Farm Bill may benefit conservation easements
Bill merges 2 programs, includes $1 billion in funding
Thousands of acres in Montezuma County are protected by conservation easements that prevent subdivision, and a change in the 2014 Farm Bill may make this kind of conservation easier for those in rural counties.
The new Farm Bill will merge two conservation programs, Farm and Ranch Lands Protection Program, which has been used in the county, and the Grasslands Reserve Program into the Agricultural Lands Easement Program. President Barack Obama was scheduled to sign the bill into law on Friday.
The new program will receive $1 billion dollars of funding nationally over the next ten years to purchase development rights from landowners to preserve the land so it can continue to be farmed or ranched, according to the Land Trust Alliance, an advocacy group.
The new program will also offer a waiver to the hefty cash match requirement that must come from a local source.
The Farm and Ranch Protection Program offered an alternative to selling farm and ranch land to developers. The program paid farmers 50 percent of what they would receive from a developer, a local third party provided a 25 percent cash match, and the landowner donated the final portion of rights, said Chris West the Executive Director Colorado Cattlemen’s Agricultural Land Trust. The owner continued to farm or ranch on the land and hold the land privately. The new program will be very similar.
But with a waiver, a farmer could donate half of his or her development rights, and no cash match would be required.
The Land Trust Alliance will be working with the Department of Agriculture to come up with the requirements for the waiver, said Russ Shay, director of policy for the Land Trust Alliance. The alliance is working on the policy, in part, because of the greater conservation that results by preserving open space.
“A lot of this money is going to ranch land protection and in effect is protecting important wildlife habitat,” he said.
As Colorado’s population grows, there will be more pressure to subdivide farm and ranch land.
“We’re going to lose a big chunk of agriculture,” West said.
This program is meant to prevent some of that land conversion by transferring conservation requirements with the deed of the property from operator to operator.

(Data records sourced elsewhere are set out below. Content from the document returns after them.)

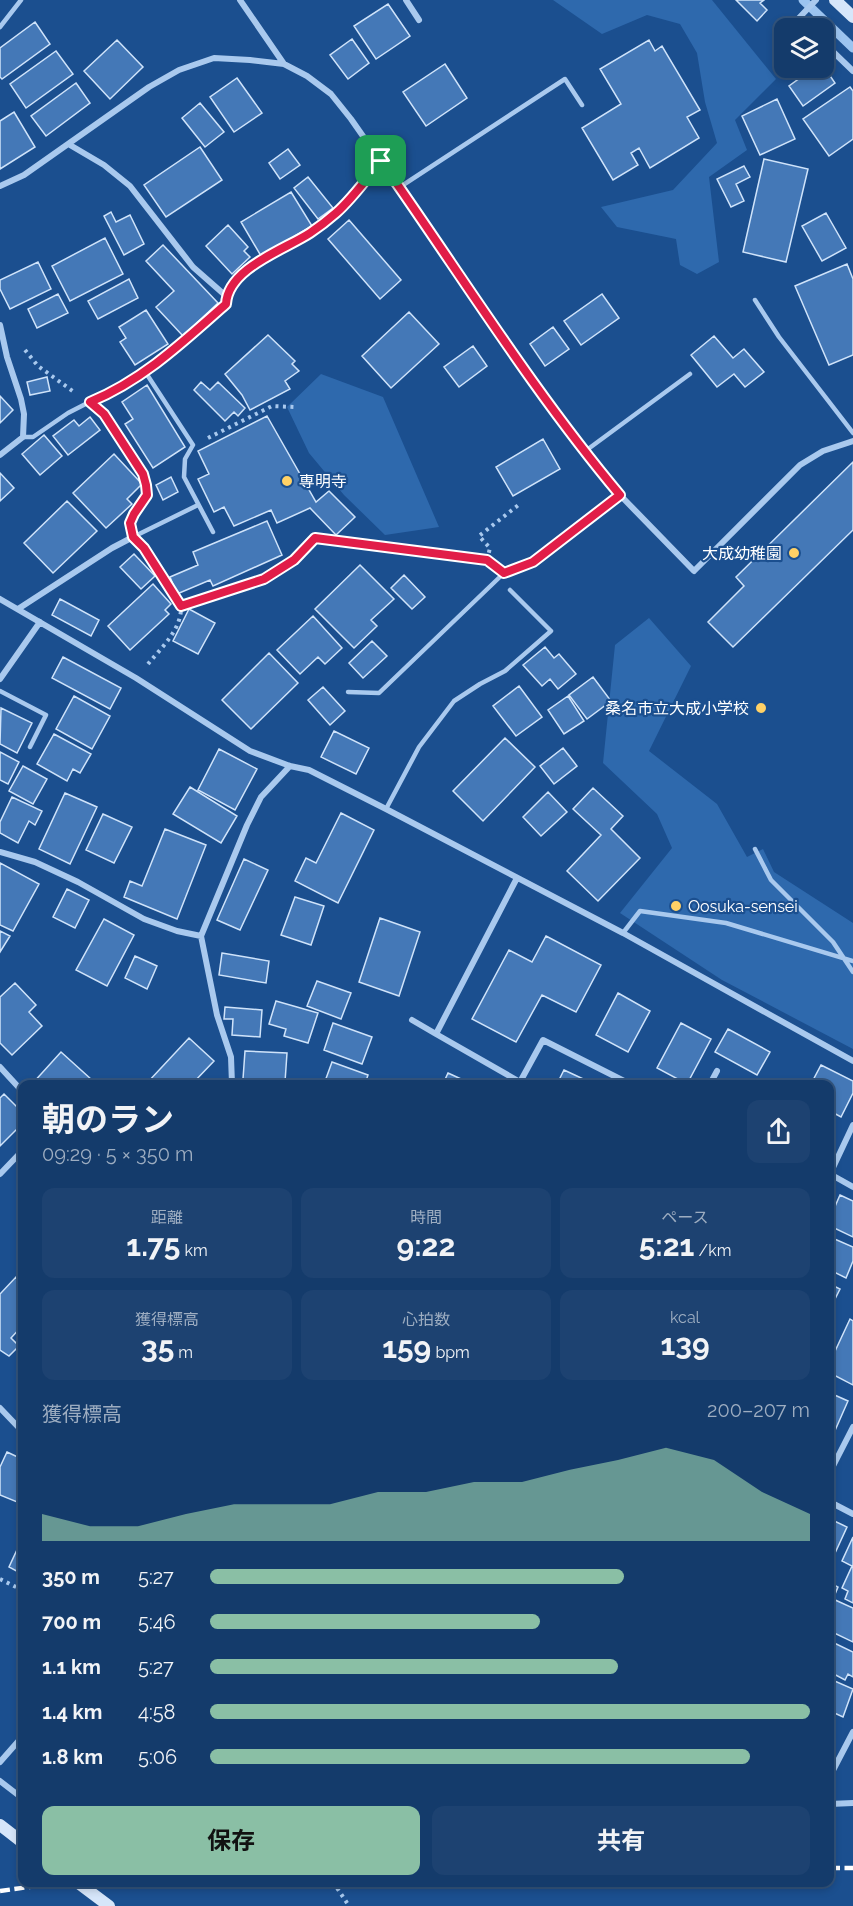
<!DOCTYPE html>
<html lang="ja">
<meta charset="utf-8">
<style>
body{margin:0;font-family:Raleway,"Noto Sans JP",sans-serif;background:#1d4271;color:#f1f3f6;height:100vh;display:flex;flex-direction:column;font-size:22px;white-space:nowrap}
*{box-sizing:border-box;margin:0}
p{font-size:20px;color:#9dadc1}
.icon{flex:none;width:33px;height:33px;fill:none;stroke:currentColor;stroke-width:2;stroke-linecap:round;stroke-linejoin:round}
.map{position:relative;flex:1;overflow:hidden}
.panel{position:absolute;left:18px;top:1080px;width:816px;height:807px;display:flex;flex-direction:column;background:#143b6b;border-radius:12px;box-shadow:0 3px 9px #0003,0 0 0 2px #33557e}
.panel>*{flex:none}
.fabs{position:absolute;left:774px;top:18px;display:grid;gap:12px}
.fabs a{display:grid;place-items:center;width:60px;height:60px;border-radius:12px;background:#143b6b;box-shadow:0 3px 9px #0003,0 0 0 2px #33557e;font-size:30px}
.pin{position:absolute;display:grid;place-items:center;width:51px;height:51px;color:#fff;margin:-26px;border-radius:12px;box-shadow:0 3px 9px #0006}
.round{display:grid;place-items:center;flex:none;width:63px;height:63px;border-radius:12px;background:#1d4271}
.head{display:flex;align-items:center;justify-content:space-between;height:102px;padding:0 24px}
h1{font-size:33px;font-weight:700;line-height:45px}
.metrics{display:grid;grid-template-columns:repeat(3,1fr);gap:9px;height:102px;padding:6px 24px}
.metrics div{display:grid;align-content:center;border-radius:12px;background:#1d4271;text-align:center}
.metrics b{font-size:30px;font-weight:700}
.metrics small{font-size:16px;font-weight:400}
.metrics p{font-size:16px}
.chart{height:168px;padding:12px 24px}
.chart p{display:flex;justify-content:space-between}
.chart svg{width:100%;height:108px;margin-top:6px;fill:#8abfa5;opacity:.7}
.cta{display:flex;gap:12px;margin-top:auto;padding:12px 24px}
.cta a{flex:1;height:69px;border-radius:12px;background:#8abfa5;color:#111;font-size:24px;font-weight:700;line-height:69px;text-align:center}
.cta a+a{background:#1d4271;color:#f1f3f6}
ul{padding:0 24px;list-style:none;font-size:20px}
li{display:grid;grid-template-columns:96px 72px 1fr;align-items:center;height:45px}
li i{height:15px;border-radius:8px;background:#8abfa5}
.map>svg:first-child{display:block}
.green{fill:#2e69ad}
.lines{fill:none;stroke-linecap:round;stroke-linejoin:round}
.stream{stroke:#9cc4f0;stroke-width:9}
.building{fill:#4478b7;stroke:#cfe3fa;stroke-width:1.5}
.path{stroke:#a9c9ee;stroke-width:4;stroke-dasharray:3 4.5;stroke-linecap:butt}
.lane{stroke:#a9c9ee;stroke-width:4.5}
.street{stroke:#a9c9ee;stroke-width:6}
.secondary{stroke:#d6e6fa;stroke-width:12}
.rail{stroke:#fff;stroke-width:4.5;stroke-dasharray:10 4.5;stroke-linecap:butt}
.route-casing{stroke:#fff;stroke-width:12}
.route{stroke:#e11d48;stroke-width:8}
.poi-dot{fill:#ffd166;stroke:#1b4f8f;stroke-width:2}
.labels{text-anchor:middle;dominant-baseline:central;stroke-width:4.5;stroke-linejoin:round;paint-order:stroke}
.poi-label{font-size:16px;fill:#fff;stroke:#1b4f8f;text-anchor:start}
</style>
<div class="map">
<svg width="853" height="1906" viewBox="0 0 853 1906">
<rect width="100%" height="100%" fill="#1b4f8f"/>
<!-- green -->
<path class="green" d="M553,0H712L776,79L735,120L747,150L709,177L719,262L697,274L680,265L676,239L617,227L601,207L673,190L717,143L705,102L697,53L680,24L647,15L602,34Z
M321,374L383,397L439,527L385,535L344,495L309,453L287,407Z
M649,618L691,666L649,751L717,804L747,857L763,849L774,872L853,923V1049L722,980L620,913L672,848L657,814L603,763L615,645Z"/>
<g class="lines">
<!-- stream -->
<path class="stream" d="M803,0L853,48"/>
</g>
<!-- building -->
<path class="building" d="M736,0H764L760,3L767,10L757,21Z
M388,4L410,36L376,59L354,26Z
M35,22L50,44L2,79L0,77V48Z
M352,39L369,63L348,79L330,55Z
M117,40L143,67L110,99L84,71Z
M649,40L655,51L662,46L700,110L687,117L699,138L650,168L639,148L631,153L638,165L613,180L582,128L621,104L600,69Z
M56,51L73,74L26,108L10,84Z
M445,64L467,98L426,126L403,92Z
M824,67L835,83L803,106L789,86L804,75L799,68Z
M237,78L262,113L234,132L210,97Z
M76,83L90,103L46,136L31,116Z
M850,87L853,91V139L829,156L803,119Z
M777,99L795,139L760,155L742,116Z
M200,103L224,132L205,147L182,118Z
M14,112L35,147L0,169V121Z
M200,147L222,180L166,217L144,185Z
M288,149L300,165L280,179L269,163Z
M764,159L808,169L786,262L743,252Z
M744,166L750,177L736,184L744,201L731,207L717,179Z
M308,177L333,208L318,219L294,188Z
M291,192L312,226L261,256L241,222Z
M111,212L116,222L130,215L144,244L124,255L104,216Z
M826,213L846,248L822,261L802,226Z
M349,220L401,280L380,299L328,239Z
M228,225L248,247L244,251L250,257L232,274L206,246Z
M105,238L123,274L70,301L52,266Z
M163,245L218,303L183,336L156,307L174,291L146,261Z
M38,262L51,289L10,309L0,289V280Z
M847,264L853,279V355L829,365L795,286Z
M129,279L138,298L98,319L88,301Z
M58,294L68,313L37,328L28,309Z
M602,294L619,318L581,345L564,321Z
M146,310L168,344L135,365L120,342L126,338L119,327Z
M409,312L439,344L391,388L362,356Z
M553,327L569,349L545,366L530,344Z
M268,335L295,361L292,364L299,371L285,381L290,389L250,410L242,395L225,374Z
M714,336L733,358L744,349L764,372L745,387L734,374L717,387L691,355Z
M473,346L487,366L459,387L444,367Z
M47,377L50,391L30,395L27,382Z
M201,382L210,390L218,382L245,408L238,416L234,412L225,421L194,390Z
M147,385L185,447L153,468L125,424L133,419L122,402Z
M0,396L13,410L0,423Z
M267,416L316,502L329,491L355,517L336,535L310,508L277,523L271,510L234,526L224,507L214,512L198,479L209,474L198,451Z
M90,417L100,430L68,455L53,436L74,420L79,426Z
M44,435L62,456L40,475L22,454Z
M543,439L560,469L513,496L496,467Z
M114,454L142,484L127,499L132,504L106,528L73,493Z
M853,462V530L733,647L708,622L744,586L736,577Z
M0,473L14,488L0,501Z
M171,477L178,492L163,500L156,485Z
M67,501L97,531L53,573L24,543Z
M267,521L282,555L213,586L210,580L177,594L170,577L198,565L193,552Z
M134,554L155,576L141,589L120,567Z
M360,565L394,599L371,620L377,626L354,648L315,609Z
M404,575L425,597L412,609L391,588Z
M153,584L171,604L165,610L169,614L130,650L108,626Z
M60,599L99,620L91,636L52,615Z
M189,609L215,623L198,654L173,641Z
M313,616L342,648L325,664L318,657L300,674L277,650Z
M372,641L387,656L363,678L349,663Z
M545,647L554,658L559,654L576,674L558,689L550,679L542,686L523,665Z
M269,653L298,683L251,729L222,700Z
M63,657L121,688L110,709L52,678Z
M593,677L611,701L587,719L569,695Z
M519,686L542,717L516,736L493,706Z
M323,687L345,711L330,725L308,700Z
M74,696L110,716L92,749L56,729Z
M568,696L584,721L564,734L548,710Z
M1,708L32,723L17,753L0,744Z
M334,731L369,748L356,774L321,757Z
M54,734L91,754L80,773L73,769L67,781L37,764Z
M505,738L535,767L483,821L453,791Z
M563,748L577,766L554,784L540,766Z
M219,749L257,769L235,810L198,790Z
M0,752L19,762L8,784L0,780Z
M23,766L47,779L33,804L9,791Z
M190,787L237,816L221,843L173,814Z
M593,788L623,816L611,829L640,858L598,901L567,871L601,835L573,809Z
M548,792L567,812L541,836L523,817Z
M65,793L97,807L70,864L39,849Z
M12,797L42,811L35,825L29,821L18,843L0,833V822Z
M341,813L374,830L338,903L295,881L306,858L316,863Z
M103,814L132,827L114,863L86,850Z
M165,829L206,845L177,919L124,897L130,881L142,886Z
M244,859L268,870L240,930L217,920Z
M0,863L39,884L13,931L0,925Z
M67,889L89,900L75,928L53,917Z
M295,897L324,906L311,945L281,935Z
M380,918L420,932L399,996L359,982Z
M104,919L134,935L107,986L76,970Z
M0,931L10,936L0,952Z
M546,936L601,965L576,1012L542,995L516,1042L472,1019L509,950L532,962Z
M222,953L269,961L266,983L219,975Z
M135,956L157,966L147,989L125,978Z
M317,981L351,993L341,1019L307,1006Z
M15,983L36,1005L29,1012L42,1026L12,1055L0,1043V997Z
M618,993L650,1011L628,1052L596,1035Z
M276,1001L318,1013L308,1043L284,1036L286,1029L269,1024Z
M225,1007L262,1010L260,1037L232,1035L233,1019H224Z
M333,1023L372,1037L362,1064L324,1050Z
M681,1023L711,1039L687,1084L657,1068Z
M728,1029L770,1052L757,1075L715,1052Z
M189,1038L214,1061L192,1084H149L147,1083Z
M245,1051L287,1053L285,1082L243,1079Z
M61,1052L92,1080L88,1084H32Z
M332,1062L368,1075L365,1084H324Z
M821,1065L853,1081V1093L841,1117L830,1111V1084H811Z
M564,1070L594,1084H557Z
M448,1073L472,1084H443Z
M4,1094L22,1112V1124L0,1146V1098Z
M840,1195L853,1201V1237L830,1226V1218Z
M830,1237L853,1247V1261L846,1278L830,1270Z
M16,1277L22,1283V1326L11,1338L19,1346L9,1356L0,1350V1294Z
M830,1284L840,1289L830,1309Z
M850,1319L853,1321V1385L830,1373V1362Z
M830,1393L848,1401L833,1435L830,1434Z
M7,1452L22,1459V1504L0,1495V1467Z
M830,1519L847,1527L830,1564Z
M853,1537V1603L845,1599L848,1591L842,1588L852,1566L842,1561Z
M22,1539V1574L9,1567Z
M830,1583L838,1587L833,1599L853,1608V1642L830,1631Z
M830,1641L853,1652V1677L848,1674L845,1680L830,1672Z
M830,1679L853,1689L843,1717L830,1711Z"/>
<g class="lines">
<!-- path -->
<path class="path" d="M25,350L38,366L74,392
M104,414L143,474C152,501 140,497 132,519
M208,438L272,406L294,407
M146,550L181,606
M487,560L490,548L479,536L521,503
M148,664C162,647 182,629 181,606L264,579L295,560L315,538L487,560L490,562
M0,1579L22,1590
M333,1882L349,1906"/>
<!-- lane -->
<path class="lane" d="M0,27L21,0
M400,187L565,79L582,105
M755,300L779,337L853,433
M146,373L193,445L185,459L184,477L213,532
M23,437H33L68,413L146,373L179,346L226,304C229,268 284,250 310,233C319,227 327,220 336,213C353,199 367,178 381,161
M584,452L690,374
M133,537L198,505
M0,691L46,715L30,747
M348,692L379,693L504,573
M386,809L419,747L454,701L480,684L505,671L551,631L510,590
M755,849L771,880L833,942L853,972
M623,933L640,911L726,923L853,961"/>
<!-- street -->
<path class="street" d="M240,0L284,64
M406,0L419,20
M808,28L798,19L816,0
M824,43L853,71
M70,145L104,165L130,186L193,267L226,296
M0,186L24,175L149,87L179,70L214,58L250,60L284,64L307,76L331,94L351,119L584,452L620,495L694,571L800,465L823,451L853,441
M0,325L7,357L21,399L24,414L23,437L0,455
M504,573L533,562L620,495
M0,599L136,678L250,751L290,766L309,770L386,809L623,933L853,1061
M18,609L112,548L133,537
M0,679L40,622
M0,852L35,862L78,882L144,919L177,931L201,936
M517,878L436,1034L520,1082L519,1084
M412,1020L436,1034
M0,1067L22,1091
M520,1082L543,1040L630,1084
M232,1084L231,1057L217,1015L201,936L247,825L261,797L290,766
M710,1084L717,1071
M0,1174L22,1151
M830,1174L853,1125
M830,1174L853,1187
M0,1408L22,1431
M830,1472L853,1427
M830,1502L853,1514
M0,1762L22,1737
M830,1776L853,1732
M0,1781L22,1798
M830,1804L853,1803"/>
<!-- secondary -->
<path class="secondary" d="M835,0L853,17
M0,1825L22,1842
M77,1882L109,1906"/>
<!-- rail -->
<path class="rail" d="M830,1868H853
M0,1891L65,1882"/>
</g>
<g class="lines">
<defs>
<path id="route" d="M381,161C460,273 532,390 620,495L533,562L504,573L487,560L315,538L294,560L264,579L181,606L144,548L133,537L130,523L134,514L147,495L146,485L143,474L104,414L90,402C143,380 183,342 226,304C228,268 284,250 310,233C319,227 328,220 336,213C353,198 367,178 381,161Z"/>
</defs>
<!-- route casing -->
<use href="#route" class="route-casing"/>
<!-- route -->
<use href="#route" class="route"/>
</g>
<!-- markers -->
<g class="poi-dot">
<circle cx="287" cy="481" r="6"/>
<circle cx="794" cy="553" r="6"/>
<circle cx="761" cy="708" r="6"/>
<circle cx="676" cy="906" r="6"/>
</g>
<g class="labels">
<!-- poi labels -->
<g class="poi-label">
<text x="299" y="481">専明寺</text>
<text x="782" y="553" text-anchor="end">大成幼稚園</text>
<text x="749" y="708" text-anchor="end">桑名市立大成小学校</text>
<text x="688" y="906">Oosuka-sensei</text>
</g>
</g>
</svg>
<div class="fabs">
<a><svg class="icon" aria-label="layers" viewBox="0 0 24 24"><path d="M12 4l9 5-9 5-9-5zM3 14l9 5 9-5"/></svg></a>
</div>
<div class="pin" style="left:381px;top:161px;background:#1e9e55"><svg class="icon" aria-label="arrive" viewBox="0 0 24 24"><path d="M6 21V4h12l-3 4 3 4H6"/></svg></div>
<section class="panel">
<div class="head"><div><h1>朝のラン</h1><p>09:29 · 5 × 350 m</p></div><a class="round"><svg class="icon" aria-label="share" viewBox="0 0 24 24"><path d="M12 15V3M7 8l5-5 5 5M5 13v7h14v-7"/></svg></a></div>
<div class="metrics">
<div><p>距離</p><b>1.75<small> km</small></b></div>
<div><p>時間</p><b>9:22</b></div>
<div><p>ペース</p><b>5:21<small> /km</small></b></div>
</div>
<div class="metrics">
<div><p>獲得標高</p><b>35<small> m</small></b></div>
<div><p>心拍数</p><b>159<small> bpm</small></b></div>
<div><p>kcal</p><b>139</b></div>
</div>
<div class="chart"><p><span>獲得標高</span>200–207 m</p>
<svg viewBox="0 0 160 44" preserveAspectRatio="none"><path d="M0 44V33L10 38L20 38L30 33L40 29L50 29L60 29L70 24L80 24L90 20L100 20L110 15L120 11L130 6L140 11L150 24L160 33V44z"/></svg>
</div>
<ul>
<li><b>350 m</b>5:27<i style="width:69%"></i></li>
<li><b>700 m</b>5:46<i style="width:55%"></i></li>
<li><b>1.1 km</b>5:27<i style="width:68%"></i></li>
<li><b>1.4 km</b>4:58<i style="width:100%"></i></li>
<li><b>1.8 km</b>5:06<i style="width:90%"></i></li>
</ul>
<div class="cta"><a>保存</a><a>共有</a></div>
</section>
</div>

An outside party, like a conservancy, manages the easement and ensures that the farmer or rancher is complying with the agreement, said West. This includes requirements like keeping water rights on the land. However, this kind of management can allow for oil and gas development, West said.
The Montezuma Land Conservancy has used the Farm and Ranch Lands Protection Program to fund the permanent protection of 15,000 acres of land in Montezuma County. All of this land is still privately owned and operated. However, the conservancy has not used the Farm and Ranch program in recent years.